If we can understand, if we listen, if we see and then we respond in an appropriate way, we have a chance to end this so called war on terror. It will end when we begin to understand the deeper reason and then do something to change those circumstances and bring justice into the world. And then we’ll be able to bring peace into the world.

You and I have to begin to try to understand the best we can. Influence others, share the message about why it is happening. Try to influence our government to see more deeply, to listen more carefully, to try to hear the cries of the poor and the oppressed. Then we as a nation could expect to bring an end of the war of terror, bring an end to the violence and injustice that’s going on in our world.

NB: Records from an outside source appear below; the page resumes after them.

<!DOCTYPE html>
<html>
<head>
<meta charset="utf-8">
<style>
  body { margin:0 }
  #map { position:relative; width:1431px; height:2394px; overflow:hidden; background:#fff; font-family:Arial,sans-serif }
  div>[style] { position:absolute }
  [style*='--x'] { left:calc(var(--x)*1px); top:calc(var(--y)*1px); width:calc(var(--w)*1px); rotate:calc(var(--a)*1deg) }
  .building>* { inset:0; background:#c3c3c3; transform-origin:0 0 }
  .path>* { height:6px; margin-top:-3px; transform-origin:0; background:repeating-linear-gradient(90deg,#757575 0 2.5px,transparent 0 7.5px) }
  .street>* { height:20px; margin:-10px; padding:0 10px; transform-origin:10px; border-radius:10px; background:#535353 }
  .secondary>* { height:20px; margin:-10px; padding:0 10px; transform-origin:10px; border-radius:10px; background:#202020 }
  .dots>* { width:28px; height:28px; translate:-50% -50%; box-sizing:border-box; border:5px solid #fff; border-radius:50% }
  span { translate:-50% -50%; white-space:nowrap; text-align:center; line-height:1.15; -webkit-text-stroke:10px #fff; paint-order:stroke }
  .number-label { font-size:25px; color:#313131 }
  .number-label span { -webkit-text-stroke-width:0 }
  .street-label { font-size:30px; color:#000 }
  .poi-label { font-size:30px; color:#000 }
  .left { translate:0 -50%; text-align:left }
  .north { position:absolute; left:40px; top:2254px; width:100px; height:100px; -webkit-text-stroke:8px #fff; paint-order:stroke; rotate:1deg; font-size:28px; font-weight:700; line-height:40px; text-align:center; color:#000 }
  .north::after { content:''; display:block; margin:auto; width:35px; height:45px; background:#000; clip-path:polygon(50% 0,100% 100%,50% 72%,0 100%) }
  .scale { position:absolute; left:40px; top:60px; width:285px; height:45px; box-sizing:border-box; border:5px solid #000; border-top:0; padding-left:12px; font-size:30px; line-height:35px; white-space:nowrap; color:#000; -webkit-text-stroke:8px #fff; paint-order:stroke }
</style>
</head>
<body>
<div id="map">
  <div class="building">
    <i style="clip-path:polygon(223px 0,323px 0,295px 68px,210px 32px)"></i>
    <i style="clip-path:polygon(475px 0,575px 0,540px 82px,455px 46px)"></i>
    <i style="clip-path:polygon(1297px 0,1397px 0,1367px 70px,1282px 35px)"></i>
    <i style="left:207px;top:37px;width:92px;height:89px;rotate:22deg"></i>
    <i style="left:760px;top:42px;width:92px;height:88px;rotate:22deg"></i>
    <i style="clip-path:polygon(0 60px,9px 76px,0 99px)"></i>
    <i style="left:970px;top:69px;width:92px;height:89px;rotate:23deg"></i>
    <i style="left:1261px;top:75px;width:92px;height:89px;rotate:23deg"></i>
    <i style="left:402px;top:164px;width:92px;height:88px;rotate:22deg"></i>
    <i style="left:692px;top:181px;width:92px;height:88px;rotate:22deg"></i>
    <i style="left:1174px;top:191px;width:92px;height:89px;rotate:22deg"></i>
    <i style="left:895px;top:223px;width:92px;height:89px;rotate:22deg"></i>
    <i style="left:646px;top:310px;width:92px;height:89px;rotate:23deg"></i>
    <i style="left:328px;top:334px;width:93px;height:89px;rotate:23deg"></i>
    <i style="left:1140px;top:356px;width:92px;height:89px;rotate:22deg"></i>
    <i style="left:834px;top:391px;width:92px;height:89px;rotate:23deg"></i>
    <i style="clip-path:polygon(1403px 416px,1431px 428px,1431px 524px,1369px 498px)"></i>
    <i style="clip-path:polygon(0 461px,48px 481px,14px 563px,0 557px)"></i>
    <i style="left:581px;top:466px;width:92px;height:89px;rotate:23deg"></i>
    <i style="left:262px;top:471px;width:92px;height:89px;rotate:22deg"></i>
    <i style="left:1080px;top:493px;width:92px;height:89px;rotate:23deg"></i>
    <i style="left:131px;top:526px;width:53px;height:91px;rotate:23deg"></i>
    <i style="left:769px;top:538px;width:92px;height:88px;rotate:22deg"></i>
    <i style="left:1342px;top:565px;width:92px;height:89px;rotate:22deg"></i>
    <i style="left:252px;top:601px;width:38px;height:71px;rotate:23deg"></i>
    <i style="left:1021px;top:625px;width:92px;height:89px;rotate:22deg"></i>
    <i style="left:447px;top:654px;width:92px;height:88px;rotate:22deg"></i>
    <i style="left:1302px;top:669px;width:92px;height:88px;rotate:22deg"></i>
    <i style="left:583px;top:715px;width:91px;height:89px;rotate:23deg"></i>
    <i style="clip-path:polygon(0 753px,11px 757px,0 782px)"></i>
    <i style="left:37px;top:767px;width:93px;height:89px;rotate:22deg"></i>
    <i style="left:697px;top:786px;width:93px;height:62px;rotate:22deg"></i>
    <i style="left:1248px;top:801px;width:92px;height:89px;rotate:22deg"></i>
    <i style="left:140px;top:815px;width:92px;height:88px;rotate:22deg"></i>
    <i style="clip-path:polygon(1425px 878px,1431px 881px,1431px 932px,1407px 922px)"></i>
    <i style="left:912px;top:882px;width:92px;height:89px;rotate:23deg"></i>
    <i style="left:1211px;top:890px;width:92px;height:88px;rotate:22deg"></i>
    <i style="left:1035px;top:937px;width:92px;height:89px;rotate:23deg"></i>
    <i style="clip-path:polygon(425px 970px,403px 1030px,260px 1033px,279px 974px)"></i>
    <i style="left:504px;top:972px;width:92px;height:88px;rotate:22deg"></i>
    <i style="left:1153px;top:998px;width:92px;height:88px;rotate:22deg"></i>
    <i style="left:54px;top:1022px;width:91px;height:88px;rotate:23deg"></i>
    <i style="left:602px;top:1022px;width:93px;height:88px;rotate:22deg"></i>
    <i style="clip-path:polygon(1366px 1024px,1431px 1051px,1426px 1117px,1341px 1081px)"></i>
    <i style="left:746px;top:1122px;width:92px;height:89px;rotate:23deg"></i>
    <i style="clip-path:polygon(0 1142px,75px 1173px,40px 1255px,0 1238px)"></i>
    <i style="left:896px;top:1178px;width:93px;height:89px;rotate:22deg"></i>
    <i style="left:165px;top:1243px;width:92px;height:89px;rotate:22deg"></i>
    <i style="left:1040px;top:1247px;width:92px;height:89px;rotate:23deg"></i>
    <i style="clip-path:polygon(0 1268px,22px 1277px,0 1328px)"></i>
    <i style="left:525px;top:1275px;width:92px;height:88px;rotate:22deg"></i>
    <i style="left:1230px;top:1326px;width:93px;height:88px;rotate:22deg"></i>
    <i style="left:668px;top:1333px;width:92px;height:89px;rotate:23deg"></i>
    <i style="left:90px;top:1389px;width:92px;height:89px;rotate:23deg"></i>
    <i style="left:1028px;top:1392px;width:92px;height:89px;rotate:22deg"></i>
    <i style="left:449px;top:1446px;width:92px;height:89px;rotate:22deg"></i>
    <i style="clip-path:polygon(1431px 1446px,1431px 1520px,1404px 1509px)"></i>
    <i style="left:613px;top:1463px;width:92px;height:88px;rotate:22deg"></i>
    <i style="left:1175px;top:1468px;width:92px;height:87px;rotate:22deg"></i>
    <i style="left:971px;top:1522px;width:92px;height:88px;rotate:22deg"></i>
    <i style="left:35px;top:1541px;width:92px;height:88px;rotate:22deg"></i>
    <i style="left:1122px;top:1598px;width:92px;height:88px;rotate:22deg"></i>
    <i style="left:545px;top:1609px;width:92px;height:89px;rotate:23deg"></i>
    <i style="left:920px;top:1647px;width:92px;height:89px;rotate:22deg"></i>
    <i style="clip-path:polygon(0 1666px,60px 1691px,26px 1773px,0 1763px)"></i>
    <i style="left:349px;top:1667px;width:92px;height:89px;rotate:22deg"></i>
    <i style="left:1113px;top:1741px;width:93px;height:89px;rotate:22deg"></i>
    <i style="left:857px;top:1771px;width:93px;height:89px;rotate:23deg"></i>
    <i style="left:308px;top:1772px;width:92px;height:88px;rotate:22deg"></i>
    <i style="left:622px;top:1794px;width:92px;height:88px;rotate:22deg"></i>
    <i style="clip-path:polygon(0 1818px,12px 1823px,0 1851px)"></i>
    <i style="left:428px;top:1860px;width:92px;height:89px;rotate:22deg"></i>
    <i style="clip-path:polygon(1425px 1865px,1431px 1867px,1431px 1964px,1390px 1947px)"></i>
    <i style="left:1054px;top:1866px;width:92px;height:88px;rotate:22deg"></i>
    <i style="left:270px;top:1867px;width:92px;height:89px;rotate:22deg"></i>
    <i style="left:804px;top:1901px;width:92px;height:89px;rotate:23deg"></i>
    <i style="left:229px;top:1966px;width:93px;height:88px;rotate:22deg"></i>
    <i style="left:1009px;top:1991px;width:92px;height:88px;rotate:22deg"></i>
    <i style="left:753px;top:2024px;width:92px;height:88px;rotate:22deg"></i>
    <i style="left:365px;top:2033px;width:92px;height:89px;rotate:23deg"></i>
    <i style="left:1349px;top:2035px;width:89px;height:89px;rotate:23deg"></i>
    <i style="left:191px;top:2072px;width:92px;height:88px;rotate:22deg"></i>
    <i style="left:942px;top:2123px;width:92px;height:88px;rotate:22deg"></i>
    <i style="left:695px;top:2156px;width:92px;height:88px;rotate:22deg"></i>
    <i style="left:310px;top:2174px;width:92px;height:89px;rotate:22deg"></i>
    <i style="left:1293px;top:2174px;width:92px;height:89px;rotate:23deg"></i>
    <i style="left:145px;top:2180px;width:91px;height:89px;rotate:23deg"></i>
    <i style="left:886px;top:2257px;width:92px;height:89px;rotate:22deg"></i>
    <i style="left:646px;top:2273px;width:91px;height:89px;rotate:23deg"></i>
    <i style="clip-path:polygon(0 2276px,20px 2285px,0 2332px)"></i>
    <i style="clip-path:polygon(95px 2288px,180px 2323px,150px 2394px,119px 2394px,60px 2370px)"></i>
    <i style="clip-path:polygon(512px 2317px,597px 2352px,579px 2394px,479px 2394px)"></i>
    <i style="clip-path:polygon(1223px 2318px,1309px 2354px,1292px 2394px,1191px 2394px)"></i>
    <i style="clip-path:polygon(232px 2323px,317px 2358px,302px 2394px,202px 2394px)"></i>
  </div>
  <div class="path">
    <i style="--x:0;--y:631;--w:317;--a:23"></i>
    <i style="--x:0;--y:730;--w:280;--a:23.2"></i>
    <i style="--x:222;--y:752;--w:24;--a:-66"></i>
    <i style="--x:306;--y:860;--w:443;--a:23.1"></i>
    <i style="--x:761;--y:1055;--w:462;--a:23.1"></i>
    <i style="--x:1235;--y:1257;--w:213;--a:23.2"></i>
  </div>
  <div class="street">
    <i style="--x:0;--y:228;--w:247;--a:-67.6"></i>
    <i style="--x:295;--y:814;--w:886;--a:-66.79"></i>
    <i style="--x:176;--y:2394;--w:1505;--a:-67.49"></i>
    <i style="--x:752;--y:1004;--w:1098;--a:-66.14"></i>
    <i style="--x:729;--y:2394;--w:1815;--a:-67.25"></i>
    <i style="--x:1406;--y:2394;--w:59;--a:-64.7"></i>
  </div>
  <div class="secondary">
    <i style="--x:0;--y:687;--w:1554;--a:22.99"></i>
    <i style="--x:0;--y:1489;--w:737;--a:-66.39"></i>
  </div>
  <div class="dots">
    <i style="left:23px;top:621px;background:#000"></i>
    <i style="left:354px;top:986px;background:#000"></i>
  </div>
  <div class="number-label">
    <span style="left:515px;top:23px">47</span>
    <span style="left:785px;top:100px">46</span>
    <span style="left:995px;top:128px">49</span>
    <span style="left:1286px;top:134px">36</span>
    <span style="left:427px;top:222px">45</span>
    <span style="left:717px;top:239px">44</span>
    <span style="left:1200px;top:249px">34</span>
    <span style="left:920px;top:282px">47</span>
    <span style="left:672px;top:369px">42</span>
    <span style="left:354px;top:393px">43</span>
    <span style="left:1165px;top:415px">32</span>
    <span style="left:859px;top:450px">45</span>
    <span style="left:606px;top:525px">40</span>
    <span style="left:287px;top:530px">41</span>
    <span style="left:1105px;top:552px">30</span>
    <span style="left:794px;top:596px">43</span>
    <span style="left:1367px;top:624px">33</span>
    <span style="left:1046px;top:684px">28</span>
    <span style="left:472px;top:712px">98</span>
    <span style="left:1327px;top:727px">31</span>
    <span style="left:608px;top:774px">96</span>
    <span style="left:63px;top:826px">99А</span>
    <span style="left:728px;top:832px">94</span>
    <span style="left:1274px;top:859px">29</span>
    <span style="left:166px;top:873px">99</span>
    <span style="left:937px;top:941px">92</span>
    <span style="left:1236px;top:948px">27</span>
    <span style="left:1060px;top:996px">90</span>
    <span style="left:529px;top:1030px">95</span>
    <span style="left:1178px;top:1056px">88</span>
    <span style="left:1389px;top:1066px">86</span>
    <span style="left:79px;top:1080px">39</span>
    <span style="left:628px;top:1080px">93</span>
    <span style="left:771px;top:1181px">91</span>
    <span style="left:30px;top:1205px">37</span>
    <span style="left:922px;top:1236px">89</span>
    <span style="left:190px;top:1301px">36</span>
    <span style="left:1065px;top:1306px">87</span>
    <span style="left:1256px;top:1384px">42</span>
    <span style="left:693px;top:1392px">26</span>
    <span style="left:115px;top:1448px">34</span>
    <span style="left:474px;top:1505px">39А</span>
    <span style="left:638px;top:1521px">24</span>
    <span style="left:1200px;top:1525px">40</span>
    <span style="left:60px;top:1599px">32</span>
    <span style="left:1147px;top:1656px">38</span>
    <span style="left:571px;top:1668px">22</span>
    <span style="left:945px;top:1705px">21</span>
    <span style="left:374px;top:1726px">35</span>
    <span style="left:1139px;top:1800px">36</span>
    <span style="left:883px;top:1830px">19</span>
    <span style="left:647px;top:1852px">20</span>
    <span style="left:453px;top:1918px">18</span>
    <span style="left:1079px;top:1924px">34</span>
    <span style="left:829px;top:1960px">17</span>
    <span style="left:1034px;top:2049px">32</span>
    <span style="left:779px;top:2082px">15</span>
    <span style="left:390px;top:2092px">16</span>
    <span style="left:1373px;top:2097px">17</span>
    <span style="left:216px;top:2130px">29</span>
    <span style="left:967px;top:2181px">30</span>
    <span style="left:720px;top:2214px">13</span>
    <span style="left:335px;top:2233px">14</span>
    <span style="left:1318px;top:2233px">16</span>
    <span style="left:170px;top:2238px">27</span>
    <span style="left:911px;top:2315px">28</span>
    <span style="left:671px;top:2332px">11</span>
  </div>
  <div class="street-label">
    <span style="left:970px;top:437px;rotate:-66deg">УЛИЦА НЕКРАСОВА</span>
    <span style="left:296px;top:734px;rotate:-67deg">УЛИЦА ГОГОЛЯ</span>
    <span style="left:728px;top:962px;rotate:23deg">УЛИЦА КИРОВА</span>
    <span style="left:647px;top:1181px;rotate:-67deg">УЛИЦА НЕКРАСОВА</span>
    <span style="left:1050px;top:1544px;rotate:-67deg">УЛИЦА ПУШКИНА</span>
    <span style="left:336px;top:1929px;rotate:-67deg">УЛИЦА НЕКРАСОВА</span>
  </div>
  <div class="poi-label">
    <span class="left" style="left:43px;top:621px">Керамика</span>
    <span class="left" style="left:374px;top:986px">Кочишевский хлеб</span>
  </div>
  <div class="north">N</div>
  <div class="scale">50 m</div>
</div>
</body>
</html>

God is good and God gives us the opportunity to have our hearing healed, our eyesight restored, not just physically, but that deeper hearing and that deeper seeing. God would make that happen if we open ourselves to God’s healing power. And as we spread what we learn, again, there is hope for our world. God is still with us, God is still good and through our efforts, God will help us to bring true peace into this world, to end our fear of terrorist attack. To end our fear that our world will be destroyed and to be able to live in genuine peace with great love for all our brothers and sisters. God is good, all the time.